Moran v. Territory of Oklahoma

78 P. 111 | Okla. | 1904

Opinion of the court by The plaintiff in error, George Moran, was jointly indicted, in Comanche county, Oklahoma Territory, with Mort Perkins and Bert Casey, for the crime of the murder of Joseph Philip Beemblossom on the 4th day of August, 1901. A severance of trial was demanded by the defendant and granted by the court, and the plaintiff in error was separately tried and convicted of the crime of murder, and the jury fixed his punishment at imprisonment in the territorial prison, at hard labor, for his natural life, and judgment was entered by the court in accordance with the verdict. From this judgment and sentence the plaintiff in error appeals to this court.

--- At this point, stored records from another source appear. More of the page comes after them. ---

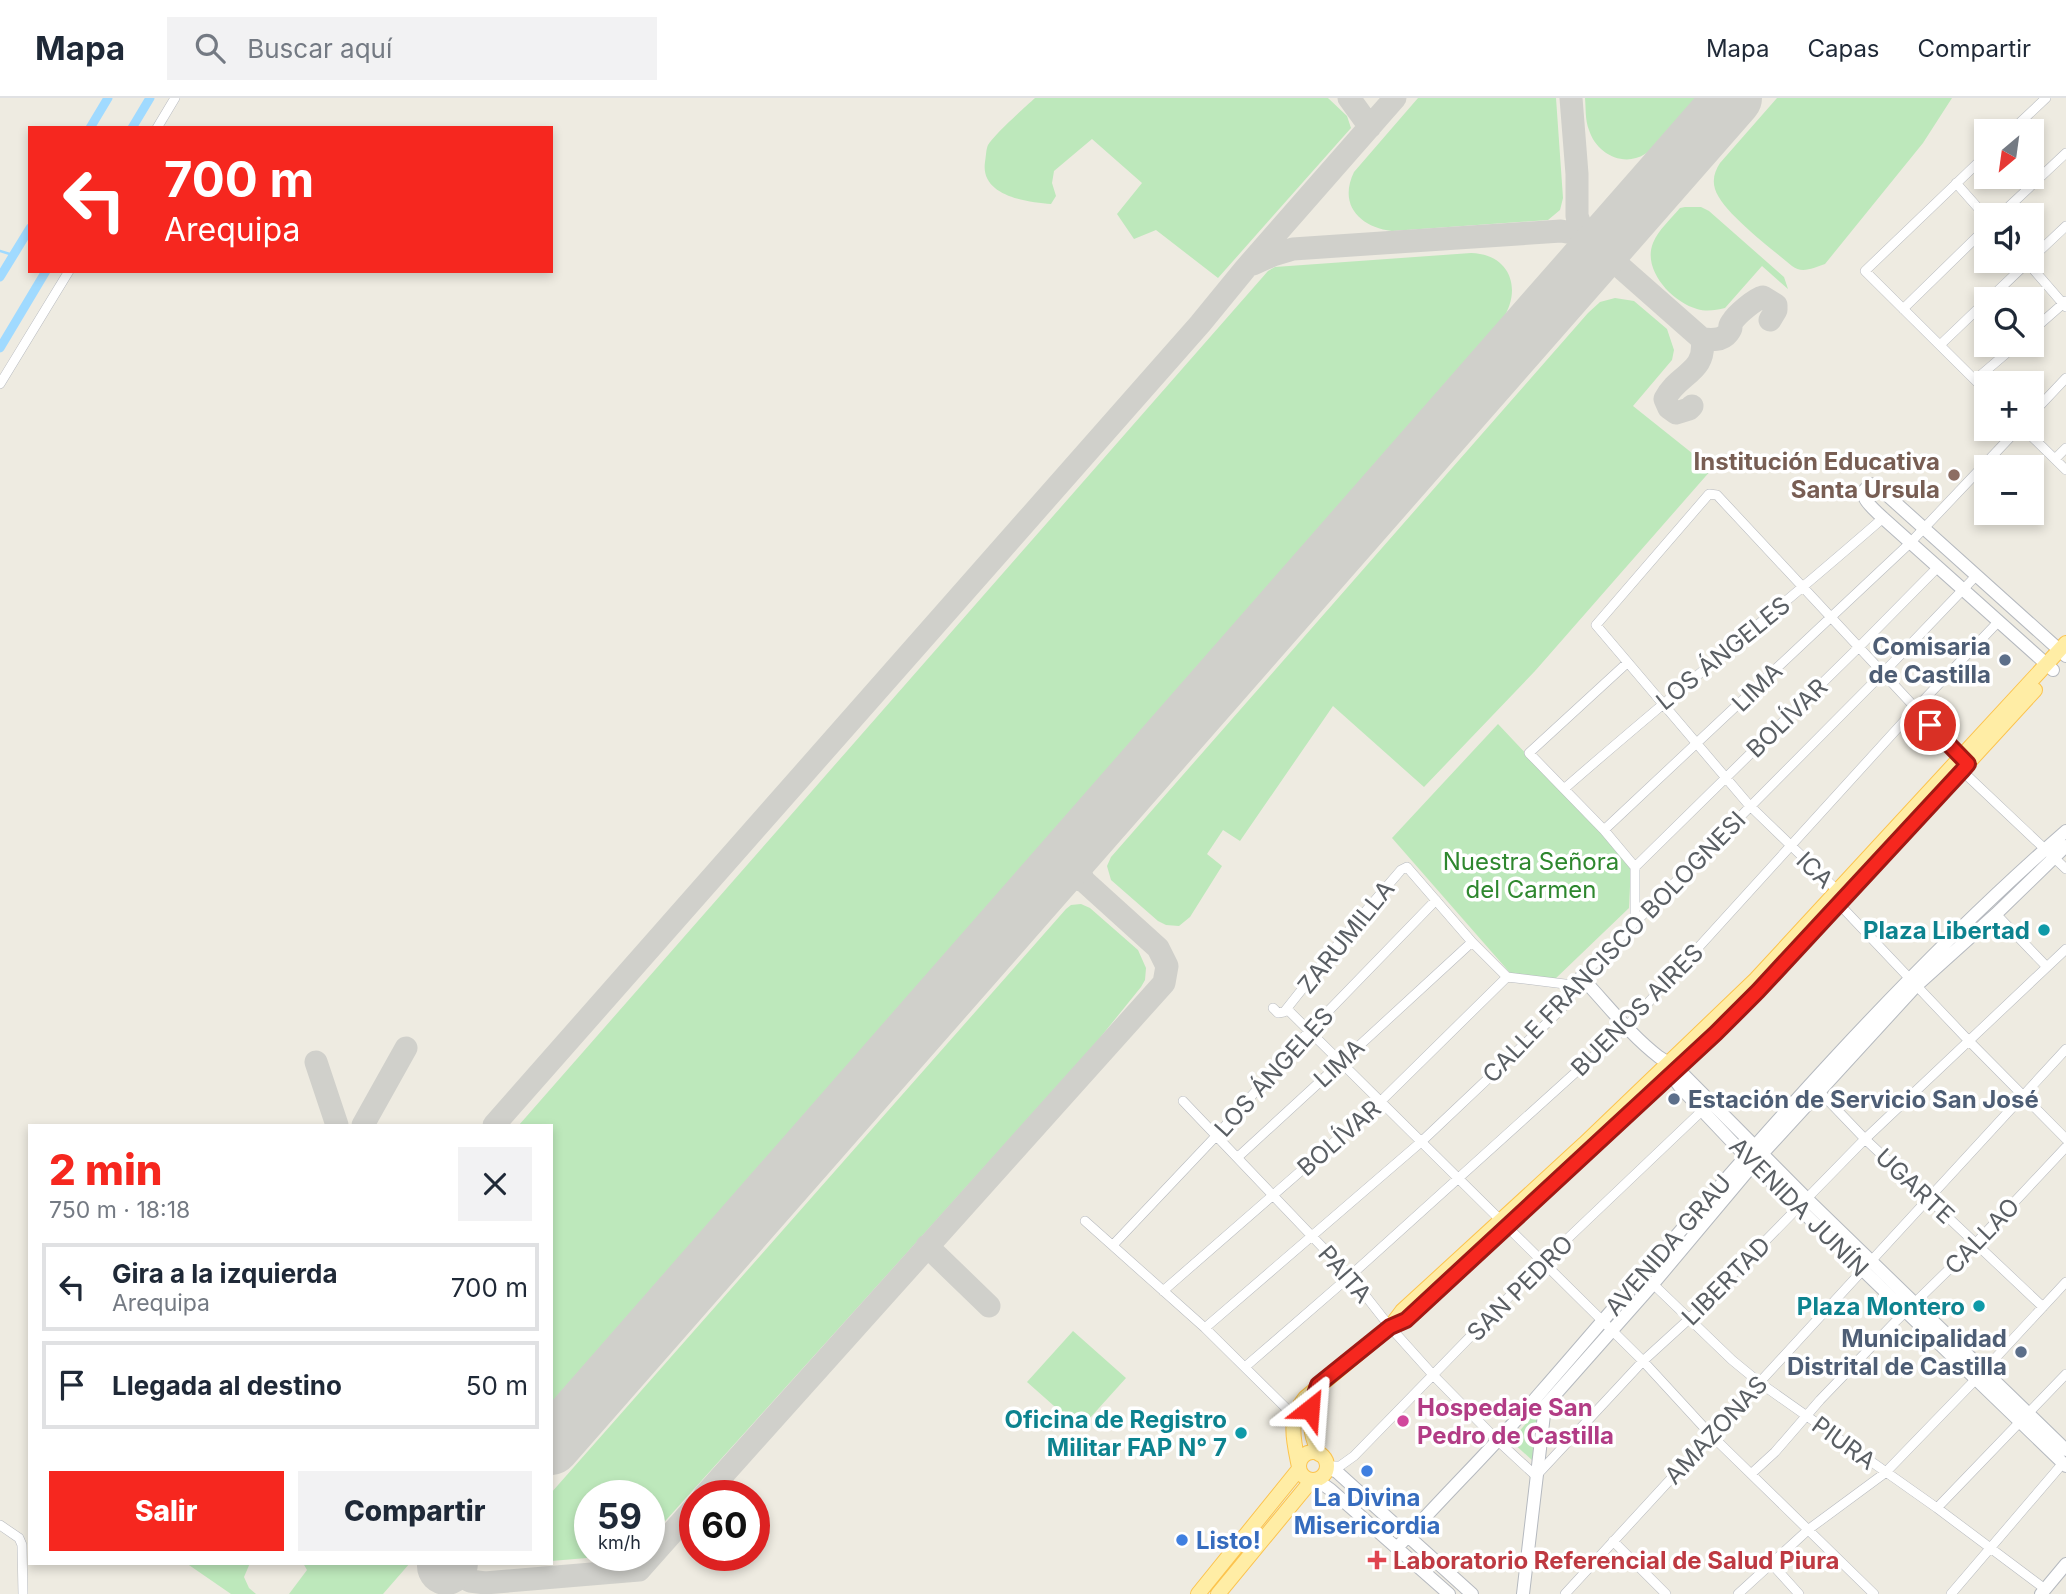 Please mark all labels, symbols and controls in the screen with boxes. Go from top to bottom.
search box [167,17,657,80]
text: Mapa [35,28,125,68]
icon: search [191,29,229,67]
text: Buscar aquí [247,33,392,64]
text: Mapa [1706,34,1769,63]
text: Capas [1807,34,1880,63]
text: Compartir [1918,34,2031,63]
north arrow [1974,119,2044,189]
map controls [1974,119,2044,525]
text: 700 m [164,150,314,209]
icon: left [49,154,140,245]
button: sound [1974,203,2044,273]
text: Arequipa [164,210,300,249]
button: search [1974,287,2044,357]
button: + [1974,371,2044,441]
place label: Institución Educativa Santa Ursula [1694,447,1940,504]
button: − [1974,455,2044,525]
marker: Institución Educativa Santa Ursula [1946,467,1962,483]
street label: LOS ÁNGELES [1650,589,1796,716]
place label: Comisaria de Castilla [1869,632,1991,689]
marker: Comisaria de Castilla [1997,652,2013,668]
street label: LIMA [1726,656,1788,718]
street label: BOLÍVAR [1740,672,1833,764]
pin [1900,695,1960,755]
icon: arrive [1911,706,1949,744]
street label: CALLE FRANCISCO BOLOGNESI [1477,805,1751,1089]
street label: ICA [1791,846,1839,894]
park label: Nuestra Señora del Carmen [1443,847,1619,904]
street label: ZARUMILLA [1292,875,1400,999]
place label: Plaza Libertad [1863,916,2030,945]
marker: Plaza Libertad [2036,922,2052,938]
street label: BUENOS AIRES [1565,938,1709,1082]
street label: LOS ÁNGELES [1208,1001,1340,1143]
street label: LIMA [1308,1033,1370,1093]
place label: Estación de Servicio San José [1688,1085,2039,1114]
marker: Estación de Servicio San José [1666,1091,1682,1107]
street label: BOLÍVAR [1291,1093,1387,1182]
street label: AVENIDA JUNÍN [1724,1131,1875,1282]
street label: UGARTE [1870,1142,1960,1230]
text: 2 min [49,1144,163,1195]
button: close [458,1147,532,1221]
street label: AVENIDA GRAU [1599,1168,1737,1322]
street label: CALLAO [1939,1192,2025,1280]
text: 750 m · 18:18 [49,1196,190,1224]
street label: SAN PEDRO [1461,1229,1579,1347]
street label: LIBERTAD [1676,1231,1776,1331]
street label: PAITA [1312,1239,1378,1309]
text: Gira a la izquierda [112,1258,338,1289]
icon: left [53,1268,91,1306]
text: 700 m [451,1272,528,1303]
text: Arequipa [112,1289,210,1317]
place label: Plaza Montero [1797,1292,1965,1321]
marker: Plaza Montero [1971,1298,1987,1314]
place label: Municipalidad Distrital de Castilla [1787,1324,2007,1381]
marker: Municipalidad Distrital de Castilla [2013,1344,2029,1360]
icon: arrive [53,1366,91,1404]
text: Llegada al destino [112,1370,342,1401]
text: 50 m [466,1370,528,1401]
street label: AMAZONAS [1659,1370,1773,1490]
position arrow [1273,1372,1347,1446]
place label: Hospedaje San Pedro de Castilla [1417,1393,1614,1450]
place label: Oficina de Registro Militar FAP N° 7 [1004,1405,1227,1462]
street label: PIURA [1806,1410,1882,1476]
marker: Hospedaje San Pedro de Castilla [1395,1413,1411,1429]
marker: Oficina de Registro Militar FAP N° 7 [1233,1425,1249,1441]
marker: La Divina Misericordia [1359,1463,1375,1479]
button: Salir [49,1471,284,1551]
button: Compartir [298,1471,532,1551]
speed limit sign: 60 [679,1480,770,1571]
place label: La Divina Misericordia [1294,1483,1440,1540]
text: 59 [597,1495,642,1537]
place label: Listo! [1196,1526,1261,1555]
text: km/h [598,1532,641,1553]
marker: Listo! [1174,1532,1190,1548]
place label: Laboratorio Referencial de Salud Piura [1393,1546,1840,1575]
marker: Laboratorio Referencial de Salud Piura [1367,1550,1387,1570] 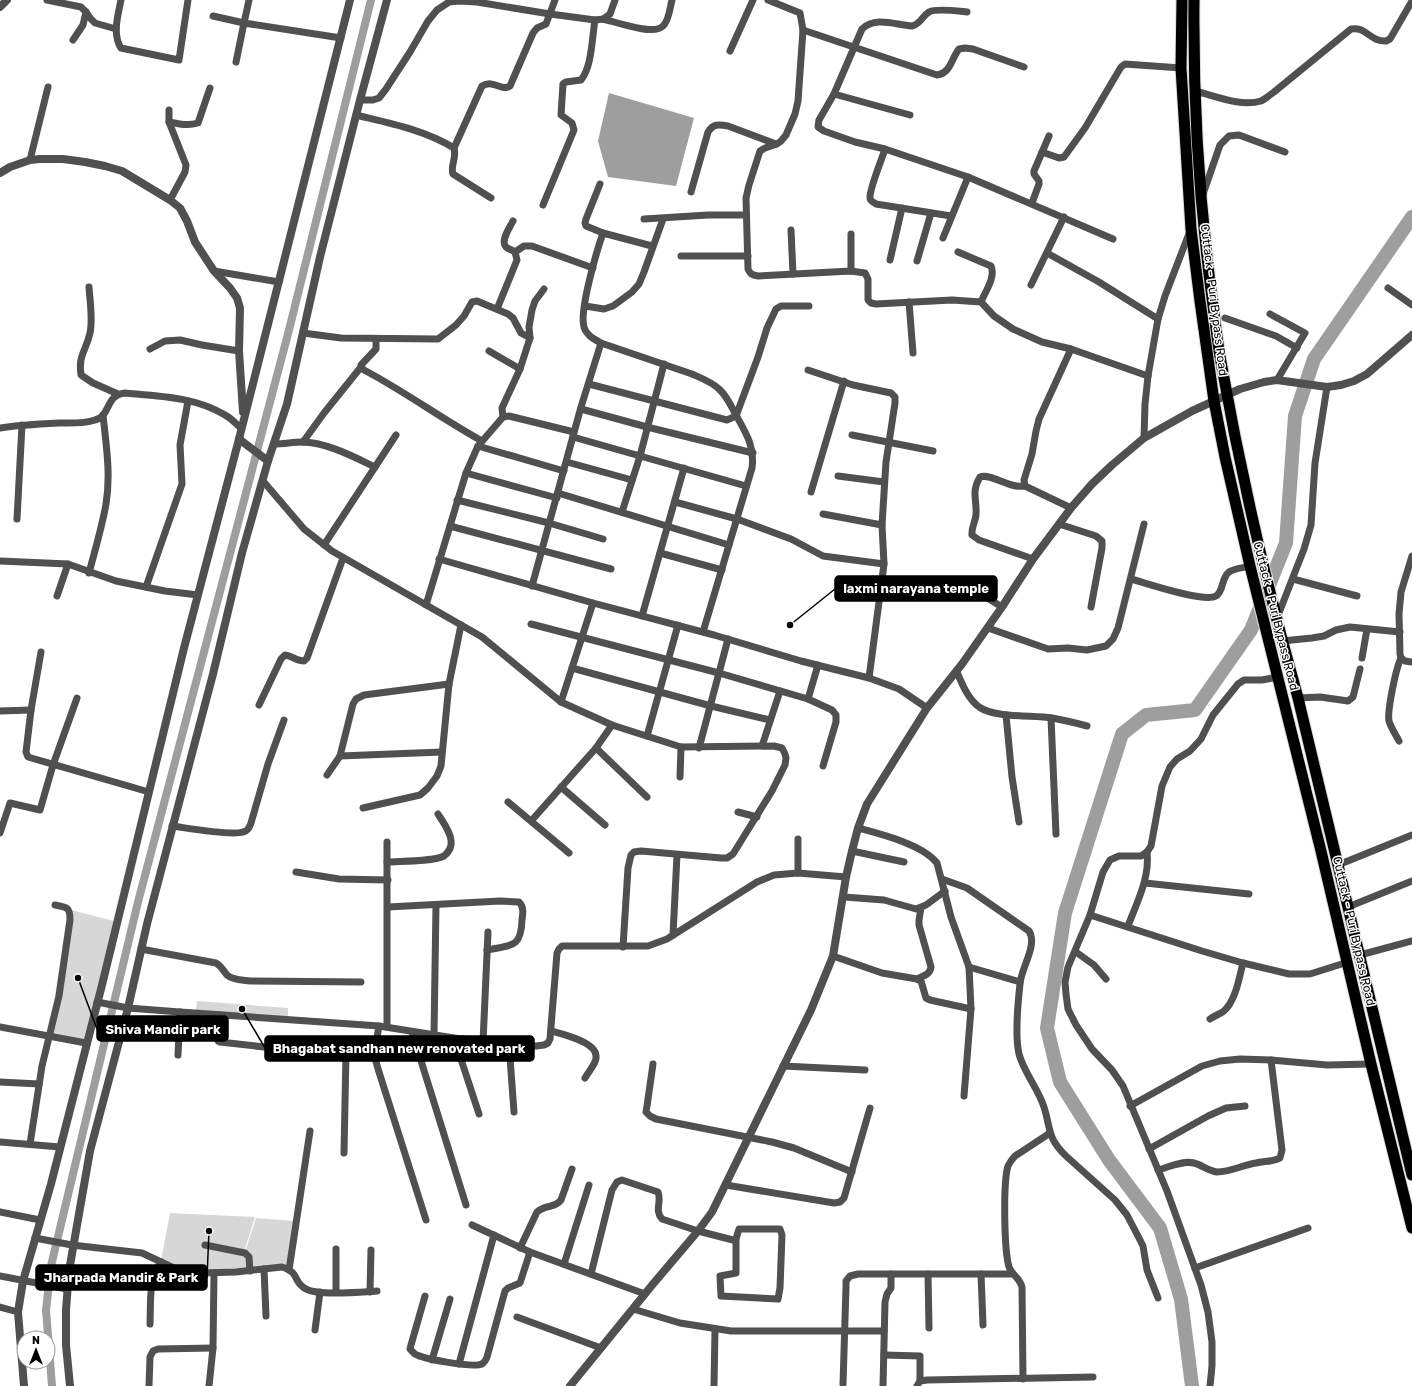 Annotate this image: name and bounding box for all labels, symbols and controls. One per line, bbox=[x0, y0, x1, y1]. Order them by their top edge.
street label: Cuttack - Puri Bypass Road bbox=[1198, 223, 1230, 377]
street label: Cuttack - Puri Bypass Road bbox=[1251, 540, 1301, 692]
callout: laxmi narayana temple bbox=[835, 576, 997, 601]
text: laxmi narayana temple bbox=[843, 581, 989, 596]
street label: Cuttack - Puri Bypass Road bbox=[1330, 855, 1378, 1007]
callout: Shiva Mandir park bbox=[97, 1016, 228, 1041]
text: Shiva Mandir park bbox=[105, 1022, 221, 1037]
callout: Bhagabat sandhan new renovated park bbox=[265, 1036, 534, 1061]
text: Bhagabat sandhan new renovated park bbox=[273, 1041, 526, 1056]
callout: Jharpada Mandir & Park bbox=[36, 1265, 207, 1290]
text: Jharpada Mandir & Park bbox=[44, 1270, 199, 1285]
north arrow bbox=[16, 1330, 56, 1370]
text: N bbox=[32, 1334, 40, 1347]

The evidence in relation to the homicide may be briefly stated as follows: On the 4th day of August, 1901, Dr. Z. E. Beemblossom, his son, Joseph Philip, Professor Easely, and Harry Darbyshire started from Rush Springs, Indian Territory, about three o'clock in the afternoon for Lawton, Oklahoma. They were traveling in a light two-horse wagon, and when they had traveled about six or seven miles in a westerly course, being at that time in what is now Comanche county, Oklahoma, they met two men, and stopped to inquire *546 where they could get some water. As this inquiry was made from the two strangers, three highwaymen, on horseback, suddenly came upon them from the rear. One came to the right side of the wagon, another to the left, and one kept in the rear, and then a voice exclaimed, "If they don't get their hands up, kill them," and almost instantly there was a shot fired which struck Joseph Philip Beemblossom, a little boy eleven years old, in the back, the ball passing through his body. As the little boy was shot he cried out, "Oh, Papa, I am shot." Immediately after the shot these three highwaymen and desperadoes robbed the party of all the money and valuables which they possessed, and then fled. The entire transaction did not last over four minutes. After the tragedy the wounded and bleeding form of the dying boy was slowly and gently borne on an ambulance back to Rush Springs by the father and friends, and about twelve o'clock on the same evening the wound that he had received proved fatal, and Joseph Philip Beemblossom passed away.

Rush Springs is situated in the Indian Territory, about two miles from the eastern boundary of Comanche county, Oklahoma. The three highwaymen were identified by the witnesses for the prosecution as Mort Perkins, Bert Casey and George Moran, the plaintiff in error. But little testimony was introduced on behalf of the defendant, and this was to the effect that the prosecution had failed to sufficiently identify the parties.

A number of errors, which we will consider in their order, are assigned and argued by the plaintiff in error, and upon them a reversal of this cause is asked. Among them are several new and important questions as to jurisdiction. It is *547 urged that the court erred in overruling the motion to set aside the indictment for the reason that the grand jurors who found and returned the indictment were not drawn, summoned and impanelled as required by law. This same question was before the court in the case of Smith and Mims v. The Territory, decided at this term of the court, but not officially reported, where it was held that:

"The district courts of Oklahoma possess common law jurisdiction, and these courts have the power and authority to invoke the common law method of summoning a grand jury when no other provision is made by statute, or when the provision so made has been exhausted."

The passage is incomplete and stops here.